I kinda like it, but then again i'm biased.  Honest critiques please!


----------



## photogoddess (Mar 13, 2004)

I like it. Is it just me or does it need a tad more contrast though?


----------



## wwjoeld (Mar 13, 2004)

nice composition, but more contrat would really bring this photo out


----------



## oriecat (Mar 13, 2004)

I don't see a problem with the contrast myself.  

Something about the bottom bothers me, I think it's just that teeny piece of rock in the left corner.  I'd say bring the bottom up just a bit more to the middle of the other rock, then that piece wouldn't be pulling me away.

Other than that, I think it's really nice!


----------



## mrsid99 (Mar 13, 2004)

I just feel sorry for the sheep he left behind!


----------



## Geronimo (Mar 13, 2004)

I agree with orie.  I think more contrast would start to washout the highlights.


----------



## photobug (Mar 13, 2004)

@ Sid

Contrast looks ok here, but the bottom of the shot is a bit cluttered. I like it though.


----------



## Jeff Canes (Mar 13, 2004)

Nice shot, I think the contrast is fine but a little more would not hurt

IMO the shot would be nice with or with out the boot


----------



## karissa (Mar 13, 2004)

photobug said:
			
		

> @ Sid
> 
> Contrast looks ok here, but the bottom of the shot is a bit cluttered. I like it though.



It took me a while before I saw the boot.  I think it would be a great shot with a little less clutter but it is is a good shot now.    I would have to be on photobug's side with this one.


----------



## craig (Mar 13, 2004)

Clever to say the least! I think the elements are well placed. The way I see it the contrast is on target. Keeping detail in the sky is important for this photo.


----------



## Osmer_Toby (Mar 13, 2004)

hmmm.  i like the clutter.  i think it makes the photo, in fact.  certainly it helps create a diagonal, drawing the eye from the bottom left corner through the midground, continuing into horizon on upper right corner.  gives the photo real nice depth.
contrast looks great from here.

i think Vonnagy is a spy.


----------



## vonnagy (Mar 13, 2004)

> i think Vonnagy is a spy.



lol, what makes you say that?

O, photogoddess, as soon as you posted i bumped of the contrast because that was exactly what was missing... I just forgot to mention that.
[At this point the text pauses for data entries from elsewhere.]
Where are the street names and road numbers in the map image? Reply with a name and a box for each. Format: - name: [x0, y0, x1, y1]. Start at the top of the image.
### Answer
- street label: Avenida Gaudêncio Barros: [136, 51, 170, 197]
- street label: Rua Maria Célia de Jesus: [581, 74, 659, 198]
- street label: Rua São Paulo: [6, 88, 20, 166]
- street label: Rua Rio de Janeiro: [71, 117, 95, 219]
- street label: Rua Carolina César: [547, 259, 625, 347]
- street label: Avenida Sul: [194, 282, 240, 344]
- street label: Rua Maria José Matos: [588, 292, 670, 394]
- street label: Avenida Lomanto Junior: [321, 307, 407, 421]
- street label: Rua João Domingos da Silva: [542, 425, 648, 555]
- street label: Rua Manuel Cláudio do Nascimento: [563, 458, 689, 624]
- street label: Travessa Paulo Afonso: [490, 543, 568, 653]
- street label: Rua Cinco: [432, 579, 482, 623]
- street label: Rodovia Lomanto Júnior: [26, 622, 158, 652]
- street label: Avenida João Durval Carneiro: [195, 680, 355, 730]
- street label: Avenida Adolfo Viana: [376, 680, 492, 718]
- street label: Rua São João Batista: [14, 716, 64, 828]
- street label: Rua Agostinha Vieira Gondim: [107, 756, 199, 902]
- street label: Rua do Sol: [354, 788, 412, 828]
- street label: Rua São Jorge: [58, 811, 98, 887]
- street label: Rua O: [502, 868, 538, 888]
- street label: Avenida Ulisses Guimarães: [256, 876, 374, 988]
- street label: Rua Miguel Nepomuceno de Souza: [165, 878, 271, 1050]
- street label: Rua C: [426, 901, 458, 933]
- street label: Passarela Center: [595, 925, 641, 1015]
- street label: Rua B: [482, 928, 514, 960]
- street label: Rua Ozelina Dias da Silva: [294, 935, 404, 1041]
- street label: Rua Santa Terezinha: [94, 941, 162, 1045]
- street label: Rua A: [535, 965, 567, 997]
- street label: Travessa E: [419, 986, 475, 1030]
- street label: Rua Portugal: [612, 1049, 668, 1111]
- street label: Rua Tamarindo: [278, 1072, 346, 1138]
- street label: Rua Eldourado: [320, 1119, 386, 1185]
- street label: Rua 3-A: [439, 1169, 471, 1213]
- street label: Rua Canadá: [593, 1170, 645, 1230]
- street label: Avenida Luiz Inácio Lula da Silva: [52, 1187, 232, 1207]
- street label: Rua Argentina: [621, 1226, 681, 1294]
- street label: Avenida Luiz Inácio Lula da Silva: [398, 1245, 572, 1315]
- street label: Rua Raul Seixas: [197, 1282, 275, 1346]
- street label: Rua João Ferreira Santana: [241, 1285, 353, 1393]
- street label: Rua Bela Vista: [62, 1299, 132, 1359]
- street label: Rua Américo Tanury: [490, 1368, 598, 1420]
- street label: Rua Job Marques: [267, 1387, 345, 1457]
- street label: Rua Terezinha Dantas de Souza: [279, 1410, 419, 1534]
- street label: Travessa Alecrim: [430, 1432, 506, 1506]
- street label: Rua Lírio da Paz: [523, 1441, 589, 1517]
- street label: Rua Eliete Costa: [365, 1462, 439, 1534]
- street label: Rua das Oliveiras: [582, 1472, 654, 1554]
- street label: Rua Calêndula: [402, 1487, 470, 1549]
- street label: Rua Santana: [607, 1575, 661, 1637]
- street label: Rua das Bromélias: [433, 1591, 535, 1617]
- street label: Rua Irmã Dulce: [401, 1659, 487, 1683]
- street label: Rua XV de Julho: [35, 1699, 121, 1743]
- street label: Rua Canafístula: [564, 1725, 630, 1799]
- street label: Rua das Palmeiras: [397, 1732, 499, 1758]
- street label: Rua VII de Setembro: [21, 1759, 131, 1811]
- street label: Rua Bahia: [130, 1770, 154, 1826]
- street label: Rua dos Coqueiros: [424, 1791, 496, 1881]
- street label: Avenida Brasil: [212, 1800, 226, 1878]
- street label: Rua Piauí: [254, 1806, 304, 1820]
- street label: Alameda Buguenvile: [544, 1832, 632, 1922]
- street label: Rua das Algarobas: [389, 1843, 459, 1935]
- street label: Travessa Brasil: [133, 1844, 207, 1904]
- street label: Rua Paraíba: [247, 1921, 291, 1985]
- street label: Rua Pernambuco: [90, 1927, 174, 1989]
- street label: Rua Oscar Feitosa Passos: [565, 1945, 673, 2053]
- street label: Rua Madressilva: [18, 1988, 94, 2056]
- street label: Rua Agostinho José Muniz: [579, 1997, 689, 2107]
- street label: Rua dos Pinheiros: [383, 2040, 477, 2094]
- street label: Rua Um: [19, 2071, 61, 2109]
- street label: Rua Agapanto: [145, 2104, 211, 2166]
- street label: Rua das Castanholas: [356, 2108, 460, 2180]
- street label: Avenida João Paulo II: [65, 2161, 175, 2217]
So what you were saying was right on for about 30 seconds  Thanks for your keen eye!

Thanks everyone for your thoughts on this, very helpful!


----------



## photogoddess (Mar 13, 2004)




----------



## markc (Mar 13, 2004)

Oh wow! That contrast boost really made a difference! The other didn't do much for me but I like this. I agree about the diagonal. I can't see a place that I would feel right about cropping.

So, am I the only one that groaned at the title, or are people not mentioning it because they don't want to encourage him?


----------



## Osmer_Toby (Mar 13, 2004)

nope. i groaned too.  this naming thing is, in fact, the first piece of evidence i intend to present in proof that vonnagy is a *SPY*.

(more on this to follow- stay tuned.......)


----------



## vonnagy (Mar 13, 2004)

Osmer_Toby said:
			
		

> nope. i groaned too.  this naming thing is, in fact, the first piece of evidence i intend to present in proof that vonnagy is a *SPY*.
> 
> (more on this to follow- stay tuned.......)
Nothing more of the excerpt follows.